▶ _WHAT YOU ARE ASKED TO DO_: Reply with nothing but the number of lines in the data below where the word "strokeStyle" occurs.

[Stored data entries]
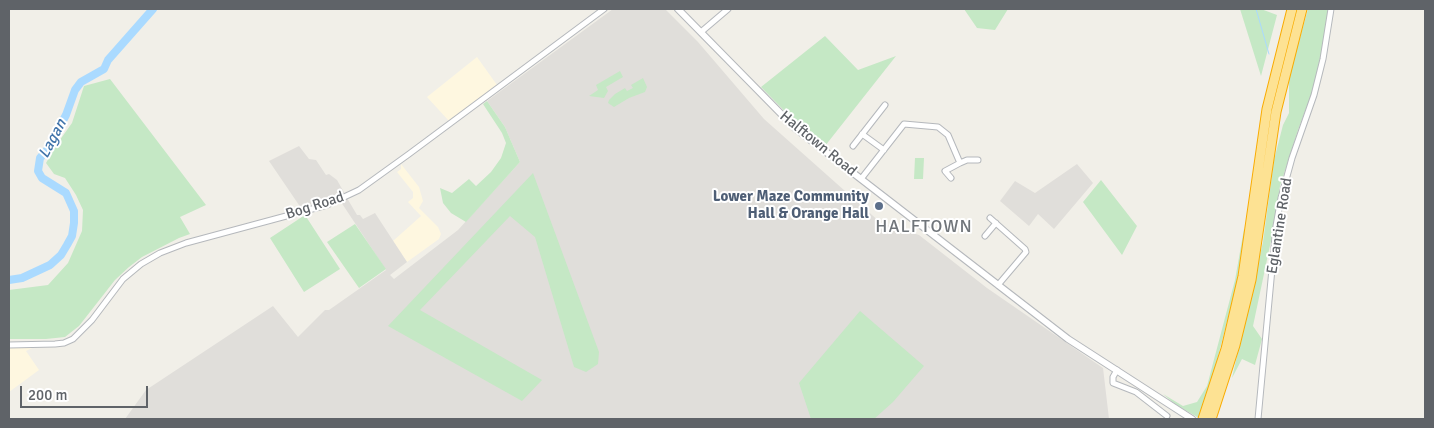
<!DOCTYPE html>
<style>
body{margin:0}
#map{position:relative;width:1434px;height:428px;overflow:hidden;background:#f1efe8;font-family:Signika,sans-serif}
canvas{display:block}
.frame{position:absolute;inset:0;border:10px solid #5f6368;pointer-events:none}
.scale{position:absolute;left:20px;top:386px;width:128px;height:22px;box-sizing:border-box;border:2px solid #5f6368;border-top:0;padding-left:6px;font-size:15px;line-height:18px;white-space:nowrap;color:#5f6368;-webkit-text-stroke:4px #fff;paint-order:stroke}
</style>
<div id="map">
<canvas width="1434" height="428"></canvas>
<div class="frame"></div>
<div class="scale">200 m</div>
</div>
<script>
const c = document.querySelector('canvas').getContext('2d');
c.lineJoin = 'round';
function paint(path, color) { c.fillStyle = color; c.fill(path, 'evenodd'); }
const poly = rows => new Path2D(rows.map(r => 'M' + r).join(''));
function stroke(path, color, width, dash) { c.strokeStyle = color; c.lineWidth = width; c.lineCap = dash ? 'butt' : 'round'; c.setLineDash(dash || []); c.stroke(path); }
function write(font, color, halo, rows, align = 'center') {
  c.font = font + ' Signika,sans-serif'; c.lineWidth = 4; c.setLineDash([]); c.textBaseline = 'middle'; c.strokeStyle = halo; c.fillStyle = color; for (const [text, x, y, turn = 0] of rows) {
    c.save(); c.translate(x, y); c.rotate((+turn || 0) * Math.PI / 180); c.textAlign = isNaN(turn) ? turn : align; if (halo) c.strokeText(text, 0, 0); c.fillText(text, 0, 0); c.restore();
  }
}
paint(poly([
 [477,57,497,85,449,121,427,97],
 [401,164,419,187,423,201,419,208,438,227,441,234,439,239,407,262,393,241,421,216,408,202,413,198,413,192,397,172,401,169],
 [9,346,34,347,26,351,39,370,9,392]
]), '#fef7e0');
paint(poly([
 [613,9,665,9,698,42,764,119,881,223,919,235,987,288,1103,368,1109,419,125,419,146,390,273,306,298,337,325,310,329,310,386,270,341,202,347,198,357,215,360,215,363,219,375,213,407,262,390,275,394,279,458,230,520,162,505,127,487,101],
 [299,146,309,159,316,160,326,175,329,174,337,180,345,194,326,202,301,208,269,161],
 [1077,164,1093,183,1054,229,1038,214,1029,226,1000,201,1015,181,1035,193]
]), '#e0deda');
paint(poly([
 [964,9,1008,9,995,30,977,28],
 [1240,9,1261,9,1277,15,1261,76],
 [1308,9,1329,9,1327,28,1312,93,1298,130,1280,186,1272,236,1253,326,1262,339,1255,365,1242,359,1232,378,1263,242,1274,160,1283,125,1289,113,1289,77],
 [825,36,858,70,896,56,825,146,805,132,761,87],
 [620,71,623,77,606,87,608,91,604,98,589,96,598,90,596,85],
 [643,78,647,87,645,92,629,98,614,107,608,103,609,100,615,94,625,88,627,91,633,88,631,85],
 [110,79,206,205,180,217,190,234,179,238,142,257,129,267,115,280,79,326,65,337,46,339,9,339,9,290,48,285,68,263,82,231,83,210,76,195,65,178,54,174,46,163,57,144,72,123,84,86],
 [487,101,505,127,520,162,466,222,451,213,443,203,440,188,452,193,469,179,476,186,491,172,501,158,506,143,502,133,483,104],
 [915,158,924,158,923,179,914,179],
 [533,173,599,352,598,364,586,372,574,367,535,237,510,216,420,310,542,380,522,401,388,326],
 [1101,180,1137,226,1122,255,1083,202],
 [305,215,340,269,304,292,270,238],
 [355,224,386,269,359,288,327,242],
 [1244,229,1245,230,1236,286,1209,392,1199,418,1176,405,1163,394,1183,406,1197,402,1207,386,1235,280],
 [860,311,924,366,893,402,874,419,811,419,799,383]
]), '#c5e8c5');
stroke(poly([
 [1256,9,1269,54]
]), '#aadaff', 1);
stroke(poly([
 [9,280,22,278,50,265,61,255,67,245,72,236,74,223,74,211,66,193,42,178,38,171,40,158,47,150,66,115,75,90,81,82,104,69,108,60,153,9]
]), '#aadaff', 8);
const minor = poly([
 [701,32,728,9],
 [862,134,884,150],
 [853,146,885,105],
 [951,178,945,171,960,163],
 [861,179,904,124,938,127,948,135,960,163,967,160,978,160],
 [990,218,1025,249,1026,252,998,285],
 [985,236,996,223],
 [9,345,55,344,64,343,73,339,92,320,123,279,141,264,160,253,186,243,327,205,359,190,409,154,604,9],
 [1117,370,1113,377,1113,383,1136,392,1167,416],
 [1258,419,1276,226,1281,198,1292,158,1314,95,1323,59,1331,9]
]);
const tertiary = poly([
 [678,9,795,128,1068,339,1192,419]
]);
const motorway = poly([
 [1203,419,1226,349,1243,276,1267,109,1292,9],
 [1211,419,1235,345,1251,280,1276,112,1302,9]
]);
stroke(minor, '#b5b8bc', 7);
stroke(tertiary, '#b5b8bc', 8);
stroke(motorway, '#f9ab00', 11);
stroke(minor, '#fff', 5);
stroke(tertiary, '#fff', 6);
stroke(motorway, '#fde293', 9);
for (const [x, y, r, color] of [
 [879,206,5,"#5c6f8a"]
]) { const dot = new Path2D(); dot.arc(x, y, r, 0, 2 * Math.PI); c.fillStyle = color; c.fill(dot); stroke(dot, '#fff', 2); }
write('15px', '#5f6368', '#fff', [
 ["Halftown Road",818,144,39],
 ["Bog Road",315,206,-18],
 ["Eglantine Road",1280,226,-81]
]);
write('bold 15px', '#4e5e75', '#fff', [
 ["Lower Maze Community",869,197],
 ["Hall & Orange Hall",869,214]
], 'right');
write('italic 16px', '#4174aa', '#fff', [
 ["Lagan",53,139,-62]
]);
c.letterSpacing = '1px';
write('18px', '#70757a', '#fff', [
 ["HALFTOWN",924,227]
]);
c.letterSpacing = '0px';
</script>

▶ _ANSWER FOR THE TASK_: 2